• **PROBLEM TO WORK ON**: A verbatim reproduction of the lines below, from the line containing "487px,135px 528px,41px 622px,141px" through the line containing "908px,31px 947px,54px 930px,91px", both ends included, is the whole required output.

• **EXERCISE DATA**:
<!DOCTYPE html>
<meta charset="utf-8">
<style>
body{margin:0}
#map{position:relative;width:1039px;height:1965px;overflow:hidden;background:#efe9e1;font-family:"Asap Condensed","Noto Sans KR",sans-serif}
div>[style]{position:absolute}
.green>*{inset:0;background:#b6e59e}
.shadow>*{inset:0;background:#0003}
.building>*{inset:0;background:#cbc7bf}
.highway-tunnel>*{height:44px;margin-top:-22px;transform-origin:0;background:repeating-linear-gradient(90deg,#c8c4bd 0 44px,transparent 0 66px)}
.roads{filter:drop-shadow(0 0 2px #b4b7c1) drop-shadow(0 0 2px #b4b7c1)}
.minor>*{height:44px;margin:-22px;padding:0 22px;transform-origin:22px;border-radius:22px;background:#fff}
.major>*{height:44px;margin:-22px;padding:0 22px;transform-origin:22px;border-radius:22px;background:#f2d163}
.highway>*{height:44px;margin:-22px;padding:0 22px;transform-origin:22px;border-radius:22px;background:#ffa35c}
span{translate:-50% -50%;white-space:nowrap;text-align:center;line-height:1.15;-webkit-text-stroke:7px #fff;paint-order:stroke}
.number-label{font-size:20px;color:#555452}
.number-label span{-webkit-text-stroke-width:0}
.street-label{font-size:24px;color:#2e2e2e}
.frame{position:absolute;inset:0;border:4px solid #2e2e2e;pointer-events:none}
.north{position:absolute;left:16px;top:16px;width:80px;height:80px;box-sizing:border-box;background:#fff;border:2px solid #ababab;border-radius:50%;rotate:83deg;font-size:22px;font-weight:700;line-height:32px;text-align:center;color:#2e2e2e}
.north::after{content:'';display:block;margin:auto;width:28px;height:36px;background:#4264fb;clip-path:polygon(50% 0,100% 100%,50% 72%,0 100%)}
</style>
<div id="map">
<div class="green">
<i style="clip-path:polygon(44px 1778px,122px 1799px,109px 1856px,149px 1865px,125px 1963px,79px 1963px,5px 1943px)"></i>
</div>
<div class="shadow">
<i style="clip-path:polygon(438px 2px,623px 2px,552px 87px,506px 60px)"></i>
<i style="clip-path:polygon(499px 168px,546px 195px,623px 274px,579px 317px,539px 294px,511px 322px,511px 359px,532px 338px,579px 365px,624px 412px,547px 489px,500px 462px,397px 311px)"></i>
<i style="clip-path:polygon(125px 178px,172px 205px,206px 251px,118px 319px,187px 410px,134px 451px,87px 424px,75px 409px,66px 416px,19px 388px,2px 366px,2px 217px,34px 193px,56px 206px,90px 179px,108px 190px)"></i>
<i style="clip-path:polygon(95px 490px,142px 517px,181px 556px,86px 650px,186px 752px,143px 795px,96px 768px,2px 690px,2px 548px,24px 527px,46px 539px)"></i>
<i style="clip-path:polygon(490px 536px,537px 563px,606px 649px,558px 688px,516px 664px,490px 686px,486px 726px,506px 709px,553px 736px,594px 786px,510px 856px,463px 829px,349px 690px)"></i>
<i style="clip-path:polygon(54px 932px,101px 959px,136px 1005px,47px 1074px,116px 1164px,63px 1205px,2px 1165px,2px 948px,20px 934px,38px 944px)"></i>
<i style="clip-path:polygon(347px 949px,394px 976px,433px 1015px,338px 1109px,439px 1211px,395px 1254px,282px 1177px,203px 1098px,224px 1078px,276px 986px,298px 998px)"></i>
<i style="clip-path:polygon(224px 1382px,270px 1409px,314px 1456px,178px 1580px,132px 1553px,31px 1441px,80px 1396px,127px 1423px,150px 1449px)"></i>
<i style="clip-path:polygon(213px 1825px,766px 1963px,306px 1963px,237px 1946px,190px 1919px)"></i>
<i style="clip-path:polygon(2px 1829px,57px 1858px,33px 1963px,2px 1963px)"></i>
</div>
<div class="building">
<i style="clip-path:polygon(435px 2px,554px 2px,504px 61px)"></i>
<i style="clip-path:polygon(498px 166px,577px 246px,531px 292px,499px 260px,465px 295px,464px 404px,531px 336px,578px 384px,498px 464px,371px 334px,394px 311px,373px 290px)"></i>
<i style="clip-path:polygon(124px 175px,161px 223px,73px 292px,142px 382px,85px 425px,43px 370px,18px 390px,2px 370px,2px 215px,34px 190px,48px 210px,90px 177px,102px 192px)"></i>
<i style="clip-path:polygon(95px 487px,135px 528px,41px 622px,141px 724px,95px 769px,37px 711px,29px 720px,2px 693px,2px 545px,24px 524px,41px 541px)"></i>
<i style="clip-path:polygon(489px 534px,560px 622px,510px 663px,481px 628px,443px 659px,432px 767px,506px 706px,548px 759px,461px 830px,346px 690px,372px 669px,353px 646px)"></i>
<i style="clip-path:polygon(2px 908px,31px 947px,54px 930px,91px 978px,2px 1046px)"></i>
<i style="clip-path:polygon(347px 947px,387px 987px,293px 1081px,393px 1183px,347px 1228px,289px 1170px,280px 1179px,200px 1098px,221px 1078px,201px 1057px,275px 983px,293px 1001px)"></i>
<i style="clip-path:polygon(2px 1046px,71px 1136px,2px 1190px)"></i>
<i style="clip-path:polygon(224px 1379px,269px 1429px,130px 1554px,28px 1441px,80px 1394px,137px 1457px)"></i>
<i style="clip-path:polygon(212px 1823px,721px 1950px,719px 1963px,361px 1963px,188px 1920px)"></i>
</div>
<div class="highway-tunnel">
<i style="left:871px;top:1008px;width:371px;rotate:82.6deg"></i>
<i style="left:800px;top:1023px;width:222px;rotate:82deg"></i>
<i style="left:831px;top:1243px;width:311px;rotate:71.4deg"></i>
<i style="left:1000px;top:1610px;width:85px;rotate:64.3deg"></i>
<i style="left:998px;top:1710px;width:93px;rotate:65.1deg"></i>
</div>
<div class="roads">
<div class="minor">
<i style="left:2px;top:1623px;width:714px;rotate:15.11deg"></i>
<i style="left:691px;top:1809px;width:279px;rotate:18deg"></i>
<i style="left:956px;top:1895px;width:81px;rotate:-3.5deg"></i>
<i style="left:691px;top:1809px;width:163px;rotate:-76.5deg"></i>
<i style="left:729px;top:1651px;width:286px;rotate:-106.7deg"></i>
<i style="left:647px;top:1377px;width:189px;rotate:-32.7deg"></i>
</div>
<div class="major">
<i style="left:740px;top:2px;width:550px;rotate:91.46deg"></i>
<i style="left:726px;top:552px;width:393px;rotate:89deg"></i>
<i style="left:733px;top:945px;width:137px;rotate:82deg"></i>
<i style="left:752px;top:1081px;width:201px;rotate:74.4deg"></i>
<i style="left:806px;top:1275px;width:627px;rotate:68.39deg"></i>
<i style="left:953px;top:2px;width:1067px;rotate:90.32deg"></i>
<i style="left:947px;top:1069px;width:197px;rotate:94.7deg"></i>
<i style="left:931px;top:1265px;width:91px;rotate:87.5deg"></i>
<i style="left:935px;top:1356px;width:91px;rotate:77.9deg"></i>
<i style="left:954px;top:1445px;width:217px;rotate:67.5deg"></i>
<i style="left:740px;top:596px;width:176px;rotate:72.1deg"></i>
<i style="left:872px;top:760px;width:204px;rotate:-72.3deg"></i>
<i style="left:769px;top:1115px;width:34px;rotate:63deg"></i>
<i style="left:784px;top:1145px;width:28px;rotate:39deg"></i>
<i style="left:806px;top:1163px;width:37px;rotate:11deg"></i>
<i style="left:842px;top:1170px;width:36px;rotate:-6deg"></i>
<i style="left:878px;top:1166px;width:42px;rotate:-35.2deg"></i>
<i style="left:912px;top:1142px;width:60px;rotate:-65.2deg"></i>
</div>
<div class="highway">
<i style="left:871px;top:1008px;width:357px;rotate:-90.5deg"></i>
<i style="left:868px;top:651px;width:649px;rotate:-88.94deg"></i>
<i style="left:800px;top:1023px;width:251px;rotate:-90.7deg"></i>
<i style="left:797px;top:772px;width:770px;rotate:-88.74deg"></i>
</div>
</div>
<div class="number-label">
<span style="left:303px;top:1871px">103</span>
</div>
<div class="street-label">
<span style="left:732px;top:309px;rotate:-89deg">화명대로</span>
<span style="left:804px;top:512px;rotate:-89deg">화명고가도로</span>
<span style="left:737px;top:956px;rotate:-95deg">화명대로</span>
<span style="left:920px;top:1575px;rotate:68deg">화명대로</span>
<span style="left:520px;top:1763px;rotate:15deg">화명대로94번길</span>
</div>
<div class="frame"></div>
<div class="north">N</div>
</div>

• **SOLUTION TO THE EXERCISE**:
<i style="clip-path:polygon(95px 487px,135px 528px,41px 622px,141px 724px,95px 769px,37px 711px,29px 720px,2px 693px,2px 545px,24px 524px,41px 541px)"></i>
<i style="clip-path:polygon(489px 534px,560px 622px,510px 663px,481px 628px,443px 659px,432px 767px,506px 706px,548px 759px,461px 830px,346px 690px,372px 669px,353px 646px)"></i>
<i style="clip-path:polygon(2px 908px,31px 947px,54px 930px,91px 978px,2px 1046px)"></i>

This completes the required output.